- [Your instructions]: Please print each of the entries below exactly.

- [Exercise materials]:

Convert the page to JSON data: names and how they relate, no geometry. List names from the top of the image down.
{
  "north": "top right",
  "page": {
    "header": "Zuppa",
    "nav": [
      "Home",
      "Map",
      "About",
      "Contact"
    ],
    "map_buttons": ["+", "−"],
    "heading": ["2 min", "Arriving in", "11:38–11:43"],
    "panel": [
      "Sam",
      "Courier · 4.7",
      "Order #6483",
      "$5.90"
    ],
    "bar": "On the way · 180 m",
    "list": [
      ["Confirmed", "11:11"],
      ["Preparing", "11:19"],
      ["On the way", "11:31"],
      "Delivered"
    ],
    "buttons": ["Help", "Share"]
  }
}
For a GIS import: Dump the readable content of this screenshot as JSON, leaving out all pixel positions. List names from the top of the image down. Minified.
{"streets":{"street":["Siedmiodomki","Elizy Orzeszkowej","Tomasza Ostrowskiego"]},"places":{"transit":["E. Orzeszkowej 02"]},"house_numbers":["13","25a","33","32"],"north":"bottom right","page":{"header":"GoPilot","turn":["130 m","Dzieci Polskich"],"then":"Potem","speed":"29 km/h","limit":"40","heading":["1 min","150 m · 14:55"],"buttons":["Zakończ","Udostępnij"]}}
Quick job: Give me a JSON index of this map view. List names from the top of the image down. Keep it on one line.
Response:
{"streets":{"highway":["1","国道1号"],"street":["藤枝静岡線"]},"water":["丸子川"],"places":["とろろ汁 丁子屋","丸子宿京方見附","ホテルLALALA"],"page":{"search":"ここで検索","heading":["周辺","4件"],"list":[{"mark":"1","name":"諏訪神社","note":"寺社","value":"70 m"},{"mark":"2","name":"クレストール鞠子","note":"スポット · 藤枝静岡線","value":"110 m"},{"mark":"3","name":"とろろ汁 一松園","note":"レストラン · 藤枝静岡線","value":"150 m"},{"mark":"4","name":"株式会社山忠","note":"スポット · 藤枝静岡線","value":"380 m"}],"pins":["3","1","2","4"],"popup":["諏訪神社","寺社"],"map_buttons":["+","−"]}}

- [Answer to the exercise]:
Convert the page to JSON data: names and how they relate, no geometry. List names from the top of the image down.
{
  "north": "top right",
  "page": {
    "header": "Zuppa",
    "nav": [
      "Home",
      "Map",
      "About",
      "Contact"
    ],
    "map_buttons": ["+", "−"],
    "heading": ["2 min", "Arriving in", "11:38–11:43"],
    "panel": [
      "Sam",
      "Courier · 4.7",
      "Order #6483",
      "$5.90"
    ],
    "bar": "On the way · 180 m",
    "list": [
      ["Confirmed", "11:11"],
      ["Preparing", "11:19"],
      ["On the way", "11:31"],
      "Delivered"
    ],
    "buttons": ["Help", "Share"]
  }
}
For a GIS import: Dump the readable content of this screenshot as JSON, leaving out all pixel positions. List names from the top of the image down. Minified.
{"streets":{"street":["Siedmiodomki","Elizy Orzeszkowej","Tomasza Ostrowskiego"]},"places":{"transit":["E. Orzeszkowej 02"]},"house_numbers":["13","25a","33","32"],"north":"bottom right","page":{"header":"GoPilot","turn":["130 m","Dzieci Polskich"],"then":"Potem","speed":"29 km/h","limit":"40","heading":["1 min","150 m · 14:55"],"buttons":["Zakończ","Udostępnij"]}}
Quick job: Give me a JSON index of this map view. List names from the top of the image down. Keep it on one line.
Response:
{"streets":{"highway":["1","国道1号"],"street":["藤枝静岡線"]},"water":["丸子川"],"places":["とろろ汁 丁子屋","丸子宿京方見附","ホテルLALALA"],"page":{"search":"ここで検索","heading":["周辺","4件"],"list":[{"mark":"1","name":"諏訪神社","note":"寺社","value":"70 m"},{"mark":"2","name":"クレストール鞠子","note":"スポット · 藤枝静岡線","value":"110 m"},{"mark":"3","name":"とろろ汁 一松園","note":"レストラン · 藤枝静岡線","value":"150 m"},{"mark":"4","name":"株式会社山忠","note":"スポット · 藤枝静岡線","value":"380 m"}],"pins":["3","1","2","4"],"popup":["諏訪神社","寺社"],"map_buttons":["+","−"]}}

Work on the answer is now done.